TASK DIRECTIONS:
From the material that follows, please give the number of lines containing the string "bottom", and that number alone.

TASK INPUT:
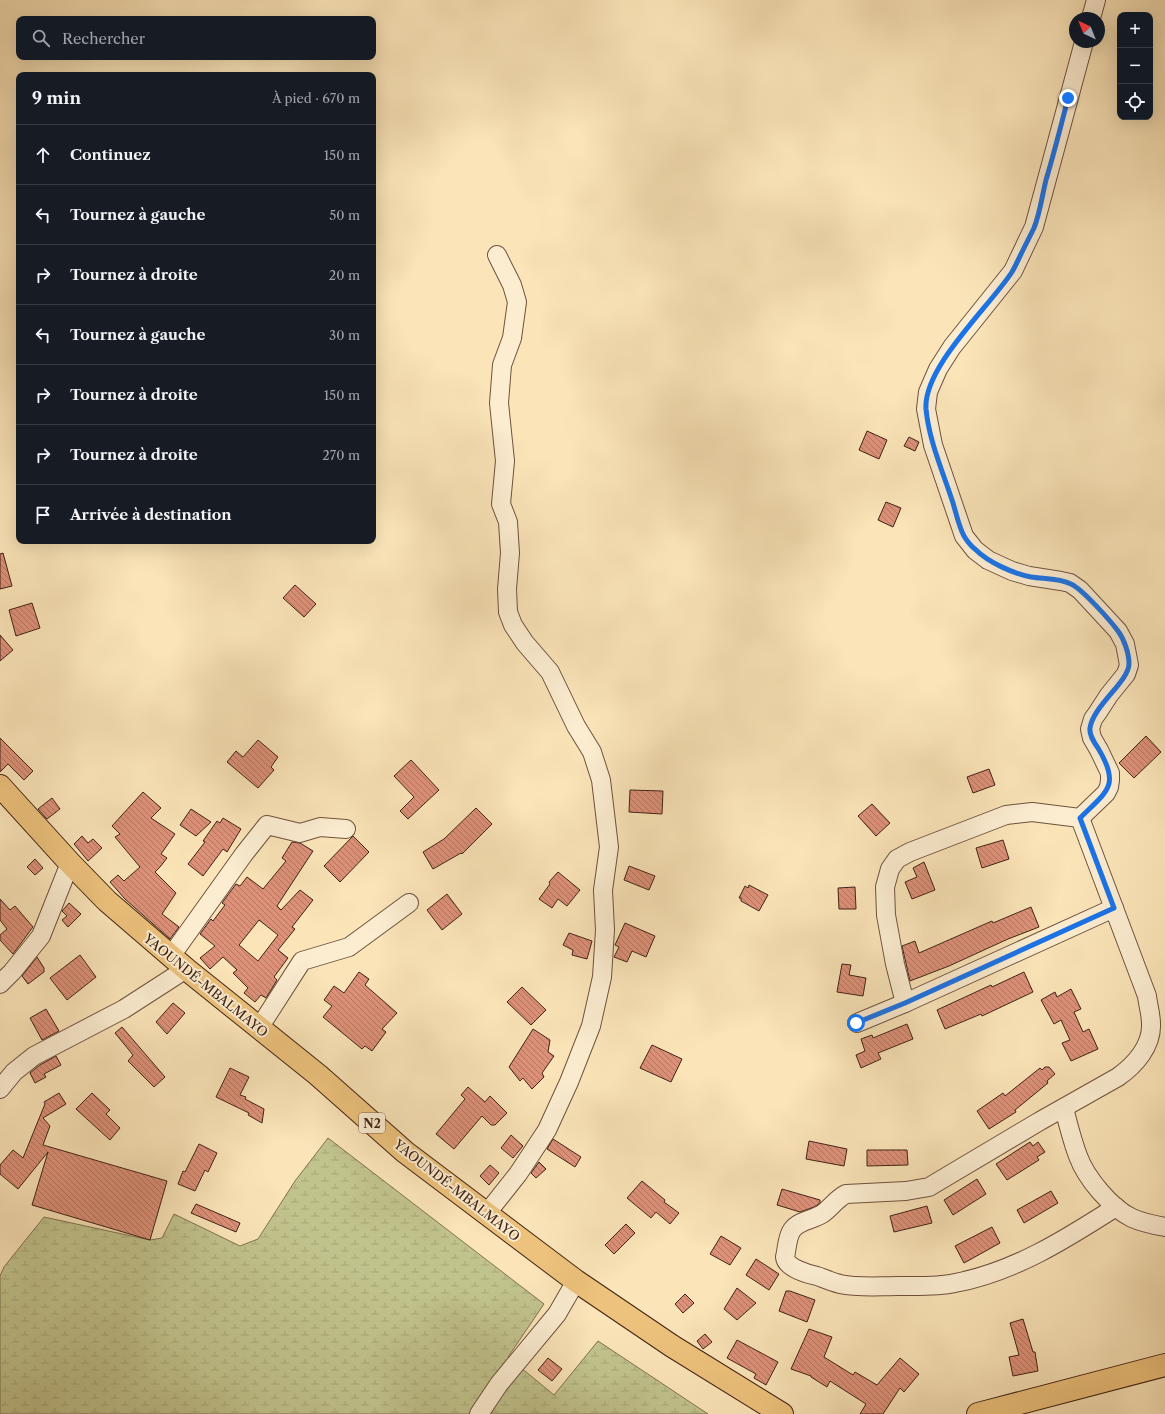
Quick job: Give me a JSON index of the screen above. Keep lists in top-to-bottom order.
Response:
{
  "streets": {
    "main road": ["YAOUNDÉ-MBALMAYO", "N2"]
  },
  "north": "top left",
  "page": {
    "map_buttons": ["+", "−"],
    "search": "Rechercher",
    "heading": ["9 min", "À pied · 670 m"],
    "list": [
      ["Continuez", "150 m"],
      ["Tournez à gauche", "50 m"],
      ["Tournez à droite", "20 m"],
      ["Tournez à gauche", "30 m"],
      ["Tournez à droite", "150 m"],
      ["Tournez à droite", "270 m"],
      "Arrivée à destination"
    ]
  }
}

...

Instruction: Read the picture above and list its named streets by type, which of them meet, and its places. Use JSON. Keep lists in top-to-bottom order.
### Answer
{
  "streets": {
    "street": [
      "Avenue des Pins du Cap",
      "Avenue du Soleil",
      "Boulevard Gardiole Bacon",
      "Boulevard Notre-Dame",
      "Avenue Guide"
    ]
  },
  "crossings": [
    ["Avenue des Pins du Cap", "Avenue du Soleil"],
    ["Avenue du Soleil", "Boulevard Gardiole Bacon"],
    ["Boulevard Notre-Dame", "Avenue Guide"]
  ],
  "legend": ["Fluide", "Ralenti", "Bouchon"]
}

--

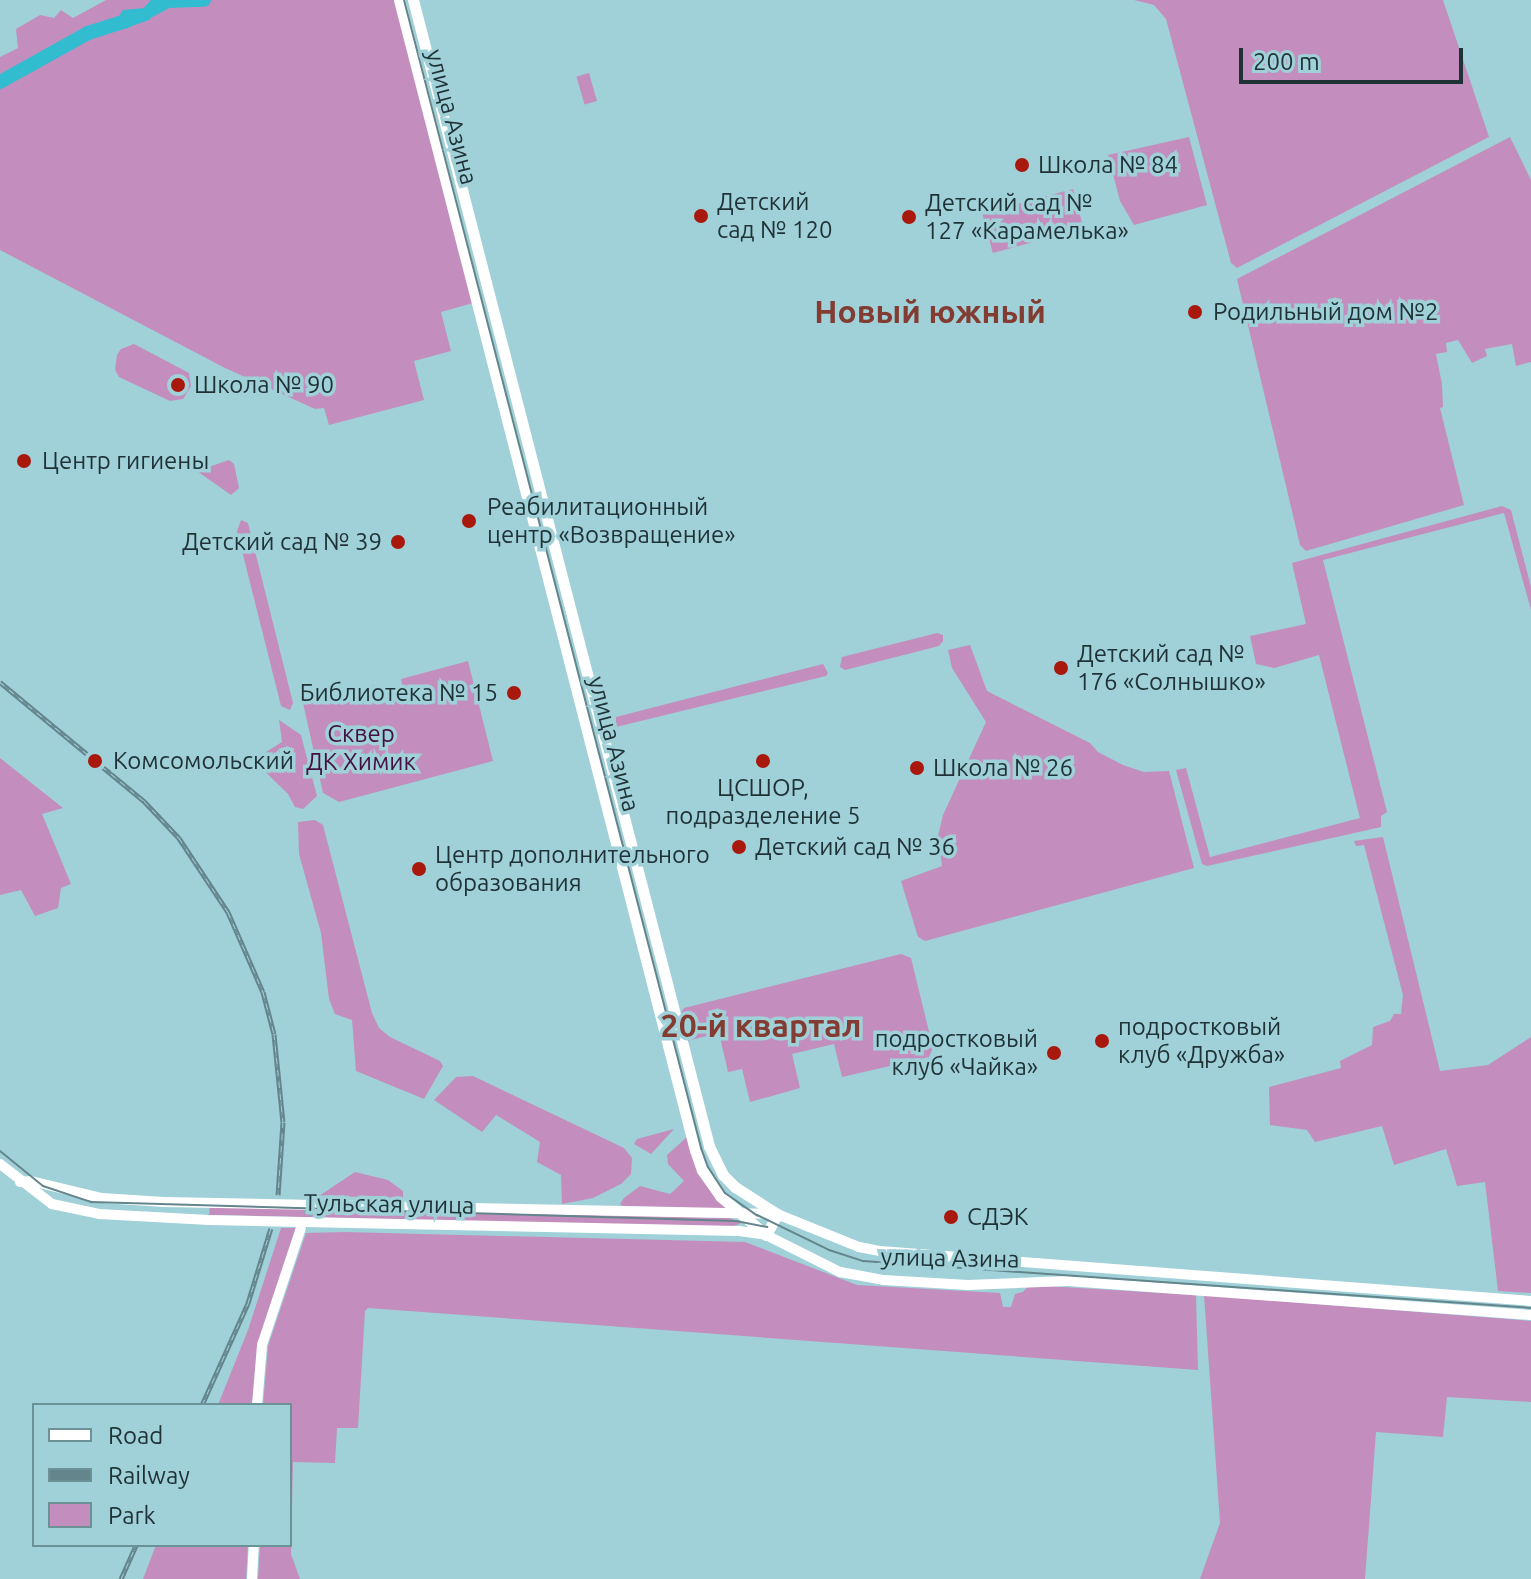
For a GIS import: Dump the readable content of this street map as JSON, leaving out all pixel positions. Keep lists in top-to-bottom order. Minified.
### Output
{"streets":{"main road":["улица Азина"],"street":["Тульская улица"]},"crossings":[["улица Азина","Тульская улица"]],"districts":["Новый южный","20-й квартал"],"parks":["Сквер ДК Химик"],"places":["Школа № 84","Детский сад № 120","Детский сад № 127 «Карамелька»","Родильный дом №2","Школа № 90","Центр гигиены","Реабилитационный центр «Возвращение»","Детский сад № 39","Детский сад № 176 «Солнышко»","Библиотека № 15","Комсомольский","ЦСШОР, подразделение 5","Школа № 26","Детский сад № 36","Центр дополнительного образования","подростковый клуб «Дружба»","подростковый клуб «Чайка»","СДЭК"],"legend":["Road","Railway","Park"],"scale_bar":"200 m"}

TASK RESULT:
3